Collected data
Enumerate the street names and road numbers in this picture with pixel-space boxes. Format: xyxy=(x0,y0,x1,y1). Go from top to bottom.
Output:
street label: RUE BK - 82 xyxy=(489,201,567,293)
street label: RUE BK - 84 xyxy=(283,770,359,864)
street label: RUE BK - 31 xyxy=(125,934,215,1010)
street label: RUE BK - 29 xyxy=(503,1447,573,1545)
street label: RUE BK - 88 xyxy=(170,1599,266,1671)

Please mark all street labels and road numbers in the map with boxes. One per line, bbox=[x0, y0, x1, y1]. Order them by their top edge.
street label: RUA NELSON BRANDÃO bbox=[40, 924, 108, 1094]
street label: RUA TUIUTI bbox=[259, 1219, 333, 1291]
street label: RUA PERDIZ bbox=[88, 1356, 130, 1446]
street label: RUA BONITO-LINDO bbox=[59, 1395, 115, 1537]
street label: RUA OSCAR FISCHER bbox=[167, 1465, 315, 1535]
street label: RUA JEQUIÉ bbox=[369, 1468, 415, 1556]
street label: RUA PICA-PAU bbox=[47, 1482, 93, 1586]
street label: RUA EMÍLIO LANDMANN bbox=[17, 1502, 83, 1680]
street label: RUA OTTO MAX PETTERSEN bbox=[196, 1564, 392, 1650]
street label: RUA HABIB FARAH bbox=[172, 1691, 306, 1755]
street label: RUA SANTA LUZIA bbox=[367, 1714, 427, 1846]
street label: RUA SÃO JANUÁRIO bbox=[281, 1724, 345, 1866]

_WORK INSTRUCTION_. Transcribe each entry word for word.

_WORKED SOLUTION_.
Enumerate the street names and road numbers in this picture with pixel-space boxes. Format: xyxy=(x0,y0,x1,y1). Go from top to bottom.
Output:
street label: RUE BK - 82 xyxy=(489,201,567,293)
street label: RUE BK - 84 xyxy=(283,770,359,864)
street label: RUE BK - 31 xyxy=(125,934,215,1010)
street label: RUE BK - 29 xyxy=(503,1447,573,1545)
street label: RUE BK - 88 xyxy=(170,1599,266,1671)

Please mark all street labels and road numbers in the map with boxes. One per line, bbox=[x0, y0, x1, y1]. Order them by their top edge.
street label: RUA NELSON BRANDÃO bbox=[40, 924, 108, 1094]
street label: RUA TUIUTI bbox=[259, 1219, 333, 1291]
street label: RUA PERDIZ bbox=[88, 1356, 130, 1446]
street label: RUA BONITO-LINDO bbox=[59, 1395, 115, 1537]
street label: RUA OSCAR FISCHER bbox=[167, 1465, 315, 1535]
street label: RUA JEQUIÉ bbox=[369, 1468, 415, 1556]
street label: RUA PICA-PAU bbox=[47, 1482, 93, 1586]
street label: RUA EMÍLIO LANDMANN bbox=[17, 1502, 83, 1680]
street label: RUA OTTO MAX PETTERSEN bbox=[196, 1564, 392, 1650]
street label: RUA HABIB FARAH bbox=[172, 1691, 306, 1755]
street label: RUA SANTA LUZIA bbox=[367, 1714, 427, 1846]
street label: RUA SÃO JANUÁRIO bbox=[281, 1724, 345, 1866]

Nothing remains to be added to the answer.